The application for dismissal of the plaintiff's claim was dismissed with no order as to costs.
An action should only be dismissed as frivolous and vexatious under Rule 31 of the High Court Rules where, even accepting the plaintiff's pleadings as containing the truth, the plaintiff would still have no case at law. Where there are two diametrically opposing versions on material facts between parties, summary dismissal is not appropriate and the matter must proceed to trial for proper ventilation of the issues through evidence. Technical defenses relating to contract formation, performance, proof of payment, and procedural compliance are matters for determination at trial and do not justify summary dismissal of an action. The court cannot anticipate that a plaintiff will be unable to prove their case where the plaintiff has articulated a legally sound basis for the claim in their pleadings.
The court observed that the issue of superannuation of a court order may be a question affecting execution rather than necessarily negating the rights conferred by the order - this required further exploration at trial.
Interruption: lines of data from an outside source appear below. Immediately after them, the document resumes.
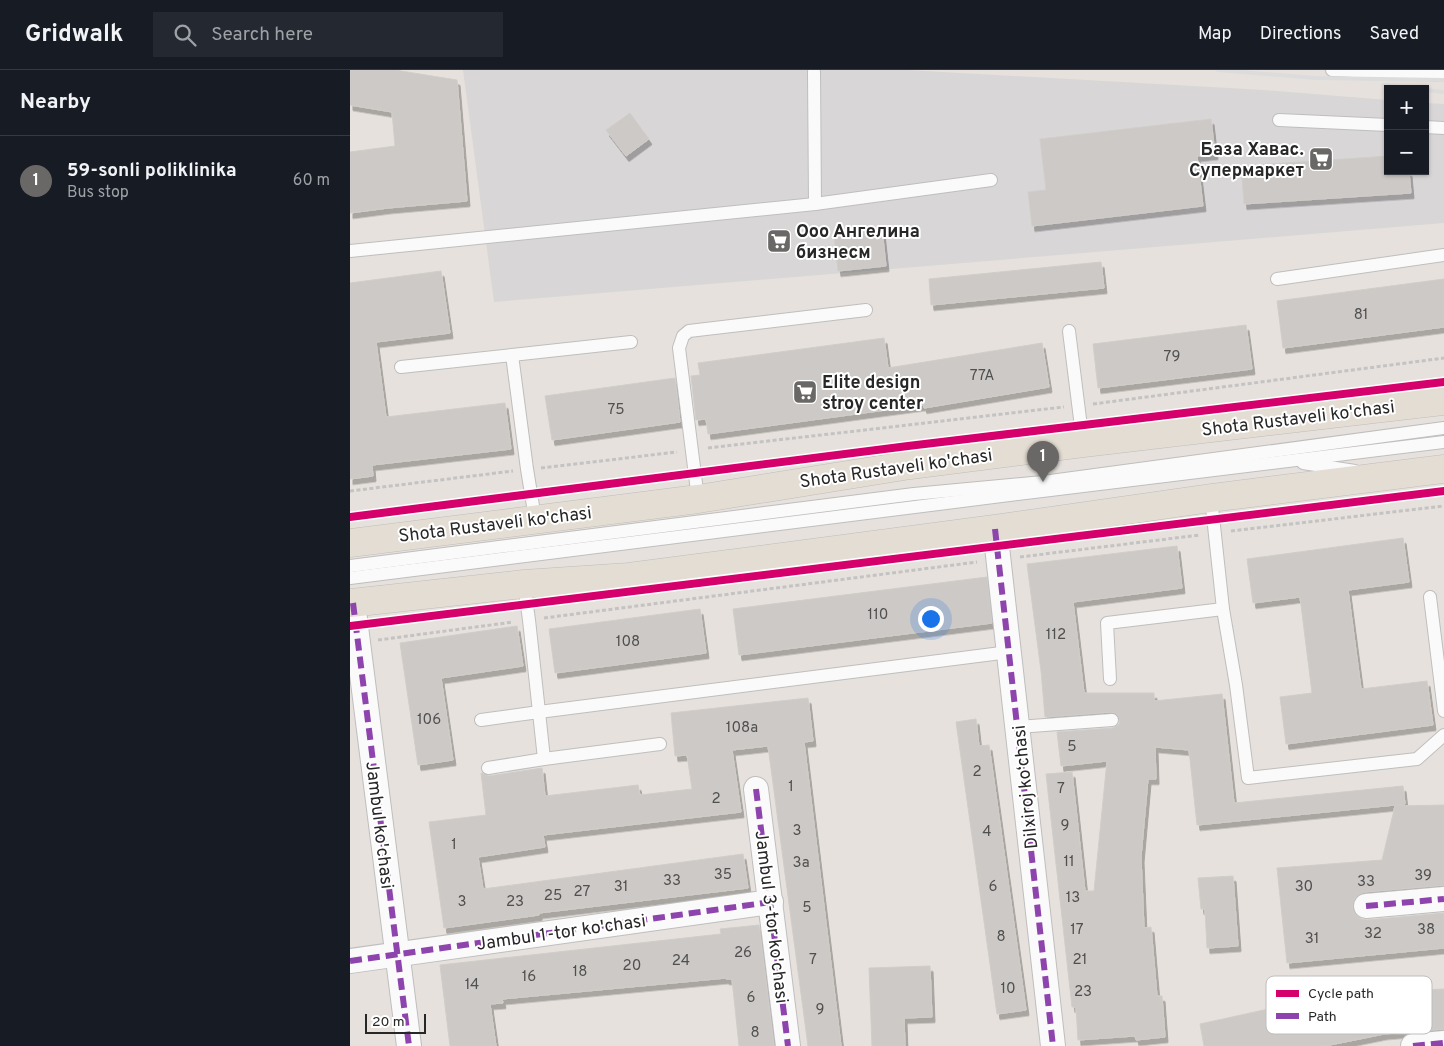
<!DOCTYPE html>
<html lang="en">
<head>
<meta charset="utf-8">
<style>
  body { margin:0; font-family:Overpass,sans-serif; background:#242831; color:#f1f3f6 }
  .controls { position:absolute; right:15px; top:15px; display:grid; overflow:hidden; border-radius:0px; box-shadow:0 1px 4px #0004 }
  .controls button { width:45px; height:45px; display:grid; place-items:center; padding:0; border:0; border-bottom:1px solid #363941; background:#171b24; color:#f1f3f6; font:25px sans-serif }
  .scale { position:absolute; left:15px; bottom:12px; width:61px; box-sizing:border-box; padding-left:5px; border:2px solid #272727; border-top:0; font-size:14px; line-height:18px; white-space:nowrap; color:#272727; -webkit-text-stroke:4px #fff; paint-order:stroke }
  .you { position:absolute; left:580px; top:548px; width:18px; height:18px; margin:-12px; border:4px solid #fff; border-radius:50%; background:#1a73e8; box-shadow:0 0 0 8px #1a73e833 }
  .badge { display:grid; place-items:center; width:32px; height:32px; border-radius:50%; background:#6a6866; color:#fff; font-size:16px; font-weight:700 }
  .pin { position:absolute; translate:-50% -41px; filter:drop-shadow(0 1px 2px #0008) }
  .pin::after { content:''; position:absolute; top:26px; width:18px; height:15px; background:inherit; clip-path:polygon(0 0,100% 0,50% 100%) }
  .list { margin:0; padding:0; list-style:none }
  h2 { display:flex; justify-content:space-between; align-items:center; height:65px; margin:0; padding:0 20px; font-size:21px }
  h2 small { font-size:16px; font-weight:400; color:#9ea1a6 }
  .list li { display:grid; grid-template-columns:32px 1fr auto; gap:15px; align-items:center; box-sizing:border-box; height:90px; padding:0 20px; border-top:1px solid #363941 }
  .list b { display:block; font-size:19px; white-space:nowrap }
  .list p { margin:0; font-size:16px; white-space:nowrap; color:#9ea1a6 }
  .list em { font-size:16px; font-style:normal; color:#9ea1a6 }
  .icon { flex:none; width:28px; height:28px; fill:none; stroke:currentColor; stroke-width:2; stroke-linecap:round; stroke-linejoin:round }
  .map { position:relative; flex:none; width:1094px; height:976px; overflow:hidden }
  header { display:flex; align-items:center; gap:30px; box-sizing:border-box; height:70px; padding:0 25px; background:#171b24; border-bottom:1px solid #363941 }
  header strong { font-size:24px }
  nav { display:flex; gap:28px; margin-inline-start:auto; font-size:18px }
  .search { width:350px; height:45px; background:#242831; display:flex; align-items:center; gap:12px; box-sizing:border-box; padding:0 18px; border-radius:0px; color:#9ea1a6; font-size:19px }
  main { display:flex }
  aside { flex:1; background:#171b24 }
  .map>svg:first-child { display:block }
</style>
</head>
<body>
<header>
<strong>Gridwalk</strong>
<div class="search"><svg class="icon" aria-label="search" viewBox="0 0 24 24"><circle cx="10" cy="10" r="6"/><path d="M15 15l6 6"/></svg>Search here</div>
<nav><a>Map</a><a>Directions</a><a>Saved</a></nav>
</header>
<main>
<aside>
<h2>Nearby<small></small></h2>
<ul class="list">
<li><span class="badge">1</span><div><b>59-sonli poliklinika</b><p>Bus stop</p></div><em>60 m</em></li>
</ul>
</aside>
<div class="map">
<svg width="1094" height="976" viewBox="0 0 1094 976">
  <defs>
    <filter id="shadow"><feDropShadow dx="3" dy="5.5" stdDeviation="0" flood-color="#0004"/></filter>
  </defs>
  <rect width="100%" height="100%" fill="#e6e1dc"/>
  <path fill="#d9d6d8" d="M113,0H557L914,20L1038,30V101H1075V33L1094,34V153L144,232Z"/>
  <g fill="#ccc9c6" stroke="#d1cdc9" filter="url(#shadow)">
    <path d="M0,0H45L107,10L117,131L38,138L0,143V82L45,76L42,42L0,35Z"/>
    <path d="M280,43L299,69L276,86L256,60Z"/>
    <path d="M861,49L865,84L847,86L853,136L682,156L678,122L696,120L690,69Z"/>
    <path d="M1038,86V101H1059L1061,123L894,134L891,96Z"/>
    <path d="M532,159L536,196L488,201L484,165Z"/>
    <path d="M751,192L754,218L581,235L579,209Z"/>
    <path d="M91,201L100,263L26,272L36,347L155,333L161,379L22,395L23,406L0,409V213Z"/>
    <path d="M1094,209V257L933,278L927,231Z"/>
    <path d="M896,255L902,299L748,318L743,274Z"/>
    <path d="M534,268L538,298L692,273L699,317L574,338L573,335L358,364L356,349L346,350L341,306L350,305L348,293Z"/>
    <path d="M325,308L330,352L202,370L195,326Z"/>
    <path d="M1053,468L1059,512L998,520L1011,619L1077,611L1083,655L936,674L930,627L962,623L950,527L903,533L897,489Z"/>
    <path d="M827,476L832,518L723,532L734,623H804V631L872,624L884,733L1053,716L1055,734L847,755L839,680L805,677L806,709H798L791,787L794,858L801,857L807,926H812L815,967L786,970L785,966L728,970L726,937H722L696,704L722,702L735,821H744L757,691L711,696L707,662L763,658L769,654L770,649L766,643L761,642L695,647L691,601L677,494Z"/>
    <path d="M637,507L642,553L389,585L383,539Z"/>
    <path d="M350,539L356,583L205,603L199,559Z"/>
    <path d="M167,556L173,596L91,608L103,690L68,695L50,573Z"/>
    <path d="M458,628L463,671L454,672L491,976H458L418,676L382,680L391,742L193,765L195,777L128,787L133,819L393,784L398,818L189,843V845L94,858L79,752L136,745L131,703L139,706L192,698L195,726L288,715L290,725L342,719L337,685L325,686L321,643Z"/>
    <path d="M626,649L629,676L639,675L676,940L647,944L606,652Z"/>
    <path d="M1094,735V815L1014,822L1008,825L1004,830L1002,837L1005,844L1011,849L1017,850L1094,843V878L937,893L927,798L1032,790L1045,736Z"/>
    <path d="M883,806L888,876L857,878L855,839H851L848,808Z"/>
    <path d="M409,855L424,976H389L382,909H376V908L152,929L153,933L140,934L146,976H100L90,895L371,864L370,859Z"/>
    <path d="M580,896L582,947L554,948L555,976H522L519,898Z"/>
    <path d="M1023,916L1024,922L1094,919V959L1034,964L975,976H854L850,954Z"/>
  </g>
  <g fill="none" stroke-linecap="round" stroke-linejoin="round">
    <defs>
      <g id="service">
        <path d="M982,0L1094,5"/>
        <path d="M464,2L465,134"/>
        <path d="M929,50L1038,55"/>
        <path d="M1075,57L1094,58"/>
        <path d="M0,181L465,134L641,110"/>
        <path d="M927,209L1094,185"/>
        <path d="M719,261L733,373"/>
        <path d="M162,285L281,272"/>
        <path d="M51,297L162,285L177,399L185,448"/>
        <path d="M953,393L1005,401"/>
        <path d="M348,429L329,278L333,266L339,261L516,240"/>
        <path d="M0,496L564,424L693,412L1094,358"/>
        <path d="M0,508C365,463 729,415 1094,372"/>
        <path d="M174,514L179,550L189,642L659,582"/>
        <path d="M1080,527L1094,641"/>
        <path d="M873,539L886,615L898,708L1067,689L1094,665"/>
        <path d="M760,609L757,553L873,539L861,428"/>
        <path d="M131,650L189,642L194,689L310,674"/>
        <path d="M668,657L762,650"/>
        <path d="M138,698L194,689"/>
      </g>
      <g id="minor">
        <path d="M645,459L703,976"/>
        <path d="M3,533L59,976"/>
        <path d="M406,719L438,976"/>
        <path d="M1016,836L1094,829"/>
        <path d="M0,891L421,832"/>
        <path d="M1063,976L1094,973"/>
      </g>
      <g id="primary">
        <path d="M0,473L348,429L560,395L733,373L1094,331"/>
        <path d="M0,533L174,514L279,507L645,459L861,428L1094,399"/>
      </g>
    </defs>
    <use href="#service" stroke="#bfbebe" stroke-width="14"/>
    <use href="#minor" stroke="#bfbebe" stroke-width="26"/>
    <use href="#primary" stroke="#bfbdbb" stroke-width="29"/>
    <g stroke="#c4c3c3" stroke-width="3" stroke-dasharray="4 2.5" stroke-linecap="butt">
      <path d="M743,334L1094,288"/>
      <path d="M358,378L714,337"/>
      <path d="M191,398L327,382"/>
      <path d="M0,421L163,401"/>
      <path d="M881,461L1094,436"/>
      <path d="M670,487L850,465"/>
      <path d="M194,548L627,492"/>
      <path d="M28,570L163,552"/>
    </g>
    <use href="#service" stroke="#fbfafa" stroke-width="12"/>
    <use href="#minor" stroke="#fbfafa" stroke-width="24"/>
    <use href="#primary" stroke="#e4ddd3" stroke-width="28"/>
    <g stroke="#dcdcdd" stroke-width="4">
      <path d="M868,0L966,8L1094,10"/>
      <path d="M1033,15L1066,19"/>
      <path d="M1075,20L1094,22"/>
    </g>
    <g stroke="#8e44ad" stroke-width="6" stroke-dasharray="12 6" stroke-linecap="butt">
      <path d="M645,459L703,976"/>
      <path d="M3,533L59,976"/>
      <path d="M406,719L438,976"/>
      <path d="M1016,836L1094,829"/>
      <path d="M0,891L421,832"/>
      <path d="M1063,976L1094,973"/>
    </g>
    <defs>
      <g id="cycleway">
        <path d="M0,447L558,376L1094,312"/>
        <path d="M0,556L1094,421"/>
      </g>
    </defs>
    <use href="#cycleway" stroke="#fff" stroke-width="11"/>
    <use href="#cycleway" stroke="#d6006c" stroke-width="8"/>
  </g>
  <defs>
    <symbol id="supermarket-square" viewBox="-11 -11 22 22"><rect x="-9" y="-9" width="18" height="18" rx="4" fill="#6a6866" stroke="#fff"/><path d="M-6-5.5h2.5l.6 2H6L4.5 2H-2.5L-4.4-4H-6ZM-1.5 3.2a1.3 1.3 0 1 0 .1 0ZM3 3.2a1.3 1.3 0 1 0 .1 0Z" fill="#fff"/></symbol>
  </defs>
  <g fill-rule="evenodd">
    <use href="#supermarket-square" x="957" y="75" width="28" height="28"/>
    <use href="#supermarket-square" x="415" y="157" width="28" height="28"/>
    <use href="#supermarket-square" x="441" y="308" width="28" height="28"/>
  </g>
  <g text-anchor="middle" stroke-width="4" stroke-linejoin="round" paint-order="stroke">
    <g font-size="15" fill="#515050">
      <text x="1011" y="249">81</text>
      <text x="822" y="291">79</text>
      <text x="632" y="310">77А</text>
      <text x="266" y="344">75</text>
      <text x="528" y="549">110</text>
      <text x="706" y="569">112</text>
      <text x="278" y="576">108</text>
      <text x="79" y="654">106</text>
      <text x="392" y="662">108a</text>
      <text x="722" y="681">5</text>
      <text x="627" y="706">2</text>
      <text x="441" y="721">1</text>
      <text x="711" y="723">7</text>
      <text x="366" y="733">2</text>
      <text x="715" y="760">9</text>
      <text x="447" y="765">3</text>
      <text x="637" y="766">4</text>
      <text x="104" y="779">1</text>
      <text x="719" y="796">11</text>
      <text x="451" y="797">3a</text>
      <text x="373" y="809">35</text>
      <text x="1073" y="810">39</text>
      <text x="322" y="815">33</text>
      <text x="1016" y="816">33</text>
      <text x="271" y="821">31</text>
      <text x="643" y="821">6</text>
      <text x="954" y="821">30</text>
      <text x="232" y="826">27</text>
      <text x="203" y="830">25</text>
      <text x="723" y="832">13</text>
      <text x="112" y="836">3</text>
      <text x="165" y="836">23</text>
      <text x="457" y="842">5</text>
      <text x="727" y="864">17</text>
      <text x="1076" y="864">38</text>
      <text x="1023" y="868">32</text>
      <text x="651" y="871">8</text>
      <text x="962" y="873">31</text>
      <text x="393" y="887">26</text>
      <text x="463" y="894">7</text>
      <text x="730" y="894">21</text>
      <text x="331" y="895">24</text>
      <text x="282" y="900">20</text>
      <text x="230" y="906">18</text>
      <text x="179" y="911">16</text>
      <text x="122" y="919">14</text>
      <text x="658" y="923">10</text>
      <text x="733" y="926">23</text>
      <text x="401" y="932">6</text>
      <text x="470" y="944">9</text>
      <text x="405" y="967">8</text>
    </g>
    <g font-size="18" font-weight="bold" fill="#272727" stroke="#fff" text-anchor="start">
      <text x="954" y="85" text-anchor="end">База Хавас.<tspan x="954" dy="21">Супермаркет</tspan></text>
      <text x="446" y="167">Ооо Ангелина<tspan x="446" dy="21">бизнесм</tspan></text>
      <text x="472" y="318">Elite design<tspan x="472" dy="21">stroy center</tspan></text>
    </g>
    <g font-size="18" fill="#272727" stroke="#fff">
      <text transform="translate(948 348) rotate(-7)" y="6">Shota Rustaveli ko'chasi</text>
      <text transform="translate(546 398) rotate(-8)" y="6">Shota Rustaveli ko'chasi</text>
      <text transform="translate(145 454) rotate(-7)" y="6">Shota Rustaveli ko'chasi</text>
      <text transform="translate(675 717) rotate(-96)" y="6">Dilxiroj ko‘chasi</text>
      <text transform="translate(30 755) rotate(83)" y="6">Jambul ko'chasi</text>
      <text transform="translate(422 847) rotate(83)" y="6">Jambul 3-tor ko'chasi</text>
      <text transform="translate(211 862) rotate(-8)" y="6">Jambul 1-tor ko'chasi</text>
    </g>
  </g>
  <rect x="916" y="906" width="166" height="58" rx="8" fill="#fff" stroke="#bebebe" stroke-width="1"/>
  <rect x="926" y="920" width="23" height="7" fill="#d6006c"/>
  <rect x="926" y="943" width="23" height="6" fill="#8e44ad"/>
  <g font-size="14" fill="#272727">
    <text x="958" y="928">Cycle path</text>
    <text x="958" y="951">Path</text>
  </g>
</svg>
<div class="controls">
<button>+</button>
<button>−</button>
</div>
<div class="scale">20 m</div>
<div class="you"></div>
<div class="pin badge" style="left:693px;top:412px">1</div>
</div>
</main>
</body>
</html>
The court noted with some puzzlement the inconsistency in the applicant's own position regarding whether a formal claim was lodged under the Administration of Estates Act, as the applicant alleged both that no formal claim was lodged and that a claim was dismissed. The court commented that requiring a plaintiff to plead evidence (such as producing receipts in pleadings) would be an affront to proper pleading practice, as action proceedings are not determined on papers like motion proceedings. The court emphasized the distinction that action proceedings require oral evidence at trial, unlike application proceedings.
This case is significant in Zimbabwean civil procedure (applicable also to South African jurisprudence on similar procedural rules) as it reinforces the principle that summary dismissal of actions as frivolous and vexatious should be granted sparingly and only in exceptional circumstances. The judgment emphasizes that where there are two competing versions of facts requiring proper ventilation through evidence at trial, courts should not summarily dismiss claims. It clarifies that technical defenses (such as superannuation of court orders, variation of contract terms, lack of receipts, or procedural issues regarding estate claims) are matters for trial determination rather than grounds for summary dismissal. The case protects litigants' rights of access to courts by requiring that a claim can only be summarily dismissed where, even accepting the plaintiff's pleadings as entirely true, the plaintiff would still have no case at law. It demonstrates judicial restraint in exercising the drastic remedy of summary dismissal and upholds the principle that litigants should not have the door slammed shut when they have articulated a prima facie basis for their claim.